» **What is being asked**:
Each line of the records below that holds "Quick" should be copied out.

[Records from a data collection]
_ _ _ _ _
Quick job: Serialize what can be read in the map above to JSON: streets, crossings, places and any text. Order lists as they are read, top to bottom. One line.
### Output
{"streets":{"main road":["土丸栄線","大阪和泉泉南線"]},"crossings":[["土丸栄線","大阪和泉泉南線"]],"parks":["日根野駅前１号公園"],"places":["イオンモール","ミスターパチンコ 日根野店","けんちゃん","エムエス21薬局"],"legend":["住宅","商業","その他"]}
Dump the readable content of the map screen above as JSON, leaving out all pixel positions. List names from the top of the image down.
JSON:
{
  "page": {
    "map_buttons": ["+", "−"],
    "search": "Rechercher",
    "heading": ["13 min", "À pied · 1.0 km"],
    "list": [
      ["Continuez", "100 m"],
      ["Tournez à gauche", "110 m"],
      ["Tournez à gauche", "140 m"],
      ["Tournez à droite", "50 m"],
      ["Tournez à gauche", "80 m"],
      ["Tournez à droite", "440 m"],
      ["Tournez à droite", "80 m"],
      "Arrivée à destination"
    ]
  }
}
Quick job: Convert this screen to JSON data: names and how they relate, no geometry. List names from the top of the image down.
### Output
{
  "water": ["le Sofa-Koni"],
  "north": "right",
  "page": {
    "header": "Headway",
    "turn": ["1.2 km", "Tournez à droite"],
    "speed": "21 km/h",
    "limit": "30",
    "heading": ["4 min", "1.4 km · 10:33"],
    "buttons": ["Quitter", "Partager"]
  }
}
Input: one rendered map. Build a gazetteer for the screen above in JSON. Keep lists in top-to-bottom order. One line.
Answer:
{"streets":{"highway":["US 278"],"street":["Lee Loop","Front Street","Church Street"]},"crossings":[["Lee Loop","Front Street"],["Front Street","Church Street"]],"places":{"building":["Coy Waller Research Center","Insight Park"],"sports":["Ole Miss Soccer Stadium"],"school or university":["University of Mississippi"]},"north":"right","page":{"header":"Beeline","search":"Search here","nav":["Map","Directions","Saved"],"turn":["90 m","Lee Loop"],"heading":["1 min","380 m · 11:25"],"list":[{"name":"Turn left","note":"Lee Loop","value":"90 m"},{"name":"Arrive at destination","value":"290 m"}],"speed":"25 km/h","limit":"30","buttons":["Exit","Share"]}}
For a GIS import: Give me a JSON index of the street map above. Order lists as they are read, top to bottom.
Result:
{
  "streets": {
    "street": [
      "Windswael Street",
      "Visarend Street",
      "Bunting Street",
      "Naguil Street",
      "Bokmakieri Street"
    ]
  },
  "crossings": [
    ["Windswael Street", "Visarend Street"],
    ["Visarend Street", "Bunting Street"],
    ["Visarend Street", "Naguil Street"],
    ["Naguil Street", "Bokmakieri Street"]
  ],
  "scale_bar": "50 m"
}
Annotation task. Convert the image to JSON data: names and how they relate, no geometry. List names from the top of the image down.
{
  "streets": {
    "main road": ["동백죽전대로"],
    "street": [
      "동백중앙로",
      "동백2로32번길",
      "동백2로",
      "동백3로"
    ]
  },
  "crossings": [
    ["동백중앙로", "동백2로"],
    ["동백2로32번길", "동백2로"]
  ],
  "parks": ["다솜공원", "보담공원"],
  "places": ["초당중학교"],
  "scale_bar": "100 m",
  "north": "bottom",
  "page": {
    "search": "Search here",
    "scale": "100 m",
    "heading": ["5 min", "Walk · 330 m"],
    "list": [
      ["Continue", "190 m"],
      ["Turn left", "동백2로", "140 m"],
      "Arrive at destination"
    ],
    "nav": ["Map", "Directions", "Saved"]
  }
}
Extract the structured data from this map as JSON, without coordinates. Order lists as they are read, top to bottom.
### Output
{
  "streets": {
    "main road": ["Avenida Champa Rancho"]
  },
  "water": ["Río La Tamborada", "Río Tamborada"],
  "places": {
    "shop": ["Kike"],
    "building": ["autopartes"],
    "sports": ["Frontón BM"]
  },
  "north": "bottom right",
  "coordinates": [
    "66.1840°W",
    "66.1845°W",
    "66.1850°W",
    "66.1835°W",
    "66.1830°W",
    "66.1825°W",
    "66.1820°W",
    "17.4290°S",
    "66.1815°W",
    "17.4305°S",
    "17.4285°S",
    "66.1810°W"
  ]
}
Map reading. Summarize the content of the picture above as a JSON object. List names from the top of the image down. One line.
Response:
_ _ _ _ _
» **Output**:
Quick job: Serialize what can be read in the map above to JSON: streets, crossings, places and any text. Order lists as they are read, top to bottom. One line.
Quick job: Convert this screen to JSON data: names and how they relate, no geometry. List names from the top of the image down.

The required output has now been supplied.